Work request » Each entry below has to be written out again without any change.

Source material »
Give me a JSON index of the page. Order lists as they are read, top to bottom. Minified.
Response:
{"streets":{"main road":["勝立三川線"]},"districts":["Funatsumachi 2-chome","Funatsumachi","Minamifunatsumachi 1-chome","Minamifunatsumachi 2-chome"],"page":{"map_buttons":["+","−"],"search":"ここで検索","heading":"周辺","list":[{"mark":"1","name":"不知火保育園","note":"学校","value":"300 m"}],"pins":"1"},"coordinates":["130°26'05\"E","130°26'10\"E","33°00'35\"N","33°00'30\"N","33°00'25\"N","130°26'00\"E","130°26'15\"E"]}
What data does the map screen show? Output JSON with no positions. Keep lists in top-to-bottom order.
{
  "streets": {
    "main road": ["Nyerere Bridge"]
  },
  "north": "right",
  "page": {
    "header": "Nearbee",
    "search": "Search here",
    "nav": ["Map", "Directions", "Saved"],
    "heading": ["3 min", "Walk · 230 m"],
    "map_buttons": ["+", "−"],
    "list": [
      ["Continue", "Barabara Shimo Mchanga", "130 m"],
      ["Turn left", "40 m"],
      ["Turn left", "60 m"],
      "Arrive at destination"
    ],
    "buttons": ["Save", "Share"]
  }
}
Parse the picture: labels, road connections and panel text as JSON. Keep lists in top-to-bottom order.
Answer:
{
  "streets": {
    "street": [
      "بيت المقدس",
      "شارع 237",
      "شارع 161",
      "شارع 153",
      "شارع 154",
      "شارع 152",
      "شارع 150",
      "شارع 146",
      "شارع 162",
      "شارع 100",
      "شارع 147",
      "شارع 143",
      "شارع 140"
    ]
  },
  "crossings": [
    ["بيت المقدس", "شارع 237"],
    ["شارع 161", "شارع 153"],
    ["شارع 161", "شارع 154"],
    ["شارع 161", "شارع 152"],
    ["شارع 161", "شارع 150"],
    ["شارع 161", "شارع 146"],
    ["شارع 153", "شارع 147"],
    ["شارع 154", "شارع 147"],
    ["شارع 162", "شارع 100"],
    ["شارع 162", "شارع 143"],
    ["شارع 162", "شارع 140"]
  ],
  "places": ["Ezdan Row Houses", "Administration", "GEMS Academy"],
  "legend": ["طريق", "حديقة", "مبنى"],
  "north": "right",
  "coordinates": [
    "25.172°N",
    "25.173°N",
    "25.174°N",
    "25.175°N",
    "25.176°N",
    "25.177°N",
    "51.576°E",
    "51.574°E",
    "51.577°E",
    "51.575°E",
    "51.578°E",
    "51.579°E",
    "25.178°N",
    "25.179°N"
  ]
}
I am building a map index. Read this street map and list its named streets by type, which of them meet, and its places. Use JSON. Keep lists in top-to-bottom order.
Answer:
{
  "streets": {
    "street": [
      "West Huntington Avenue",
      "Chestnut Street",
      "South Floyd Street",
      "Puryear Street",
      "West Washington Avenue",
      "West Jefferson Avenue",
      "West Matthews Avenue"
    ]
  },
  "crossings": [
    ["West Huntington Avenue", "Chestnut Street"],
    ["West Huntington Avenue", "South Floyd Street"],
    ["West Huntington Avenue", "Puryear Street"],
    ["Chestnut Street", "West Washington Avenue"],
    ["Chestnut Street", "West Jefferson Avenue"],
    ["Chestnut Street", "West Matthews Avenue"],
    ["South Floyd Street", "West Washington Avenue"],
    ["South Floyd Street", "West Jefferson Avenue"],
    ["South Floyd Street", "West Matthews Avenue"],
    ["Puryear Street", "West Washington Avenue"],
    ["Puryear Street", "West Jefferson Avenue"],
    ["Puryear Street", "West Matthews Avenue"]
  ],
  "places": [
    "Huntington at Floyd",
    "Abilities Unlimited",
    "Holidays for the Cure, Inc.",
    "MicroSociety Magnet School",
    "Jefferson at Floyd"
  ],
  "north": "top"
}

Response below »
Give me a JSON index of the page. Order lists as they are read, top to bottom. Minified.
Response:
{"streets":{"main road":["勝立三川線"]},"districts":["Funatsumachi 2-chome","Funatsumachi","Minamifunatsumachi 1-chome","Minamifunatsumachi 2-chome"],"page":{"map_buttons":["+","−"],"search":"ここで検索","heading":"周辺","list":[{"mark":"1","name":"不知火保育園","note":"学校","value":"300 m"}],"pins":"1"},"coordinates":["130°26'05\"E","130°26'10\"E","33°00'35\"N","33°00'30\"N","33°00'25\"N","130°26'00\"E","130°26'15\"E"]}
What data does the map screen show? Output JSON with no positions. Keep lists in top-to-bottom order.
{
  "streets": {
    "main road": ["Nyerere Bridge"]
  },
  "north": "right",
  "page": {
    "header": "Nearbee",
    "search": "Search here",
    "nav": ["Map", "Directions", "Saved"],
    "heading": ["3 min", "Walk · 230 m"],
    "map_buttons": ["+", "−"],
    "list": [
      ["Continue", "Barabara Shimo Mchanga", "130 m"],
      ["Turn left", "40 m"],
      ["Turn left", "60 m"],
      "Arrive at destination"
    ],
    "buttons": ["Save", "Share"]
  }
}
Parse the picture: labels, road connections and panel text as JSON. Keep lists in top-to-bottom order.
Answer:
{
  "streets": {
    "street": [
      "بيت المقدس",
      "شارع 237",
      "شارع 161",
      "شارع 153",
      "شارع 154",
      "شارع 152",
      "شارع 150",
      "شارع 146",
      "شارع 162",
      "شارع 100",
      "شارع 147",
      "شارع 143",
      "شارع 140"
    ]
  },
  "crossings": [
    ["بيت المقدس", "شارع 237"],
    ["شارع 161", "شارع 153"],
    ["شارع 161", "شارع 154"],
    ["شارع 161", "شارع 152"],
    ["شارع 161", "شارع 150"],
    ["شارع 161", "شارع 146"],
    ["شارع 153", "شارع 147"],
    ["شارع 154", "شارع 147"],
    ["شارع 162", "شارع 100"],
    ["شارع 162", "شارع 143"],
    ["شارع 162", "شارع 140"]
  ],
  "places": ["Ezdan Row Houses", "Administration", "GEMS Academy"],
  "legend": ["طريق", "حديقة", "مبنى"],
  "north": "right",
  "coordinates": [
    "25.172°N",
    "25.173°N",
    "25.174°N",
    "25.175°N",
    "25.176°N",
    "25.177°N",
    "51.576°E",
    "51.574°E",
    "51.577°E",
    "51.575°E",
    "51.578°E",
    "51.579°E",
    "25.178°N",
    "25.179°N"
  ]
}
I am building a map index. Read this street map and list its named streets by type, which of them meet, and its places. Use JSON. Keep lists in top-to-bottom order.
Answer:
{
  "streets": {
    "street": [
      "West Huntington Avenue",
      "Chestnut Street",
      "South Floyd Street",
      "Puryear Street",
      "West Washington Avenue",
      "West Jefferson Avenue",
      "West Matthews Avenue"
    ]
  },
  "crossings": [
    ["West Huntington Avenue", "Chestnut Street"],
    ["West Huntington Avenue", "South Floyd Street"],
    ["West Huntington Avenue", "Puryear Street"],
    ["Chestnut Street", "West Washington Avenue"],
    ["Chestnut Street", "West Jefferson Avenue"],
    ["Chestnut Street", "West Matthews Avenue"],
    ["South Floyd Street", "West Washington Avenue"],
    ["South Floyd Street", "West Jefferson Avenue"],
    ["South Floyd Street", "West Matthews Avenue"],
    ["Puryear Street", "West Washington Avenue"],
    ["Puryear Street", "West Jefferson Avenue"],
    ["Puryear Street", "West Matthews Avenue"]
  ],
  "places": [
    "Huntington at Floyd",
    "Abilities Unlimited",
    "Holidays for the Cure, Inc.",
    "MicroSociety Magnet School",
    "Jefferson at Floyd"
  ],
  "north": "top"
}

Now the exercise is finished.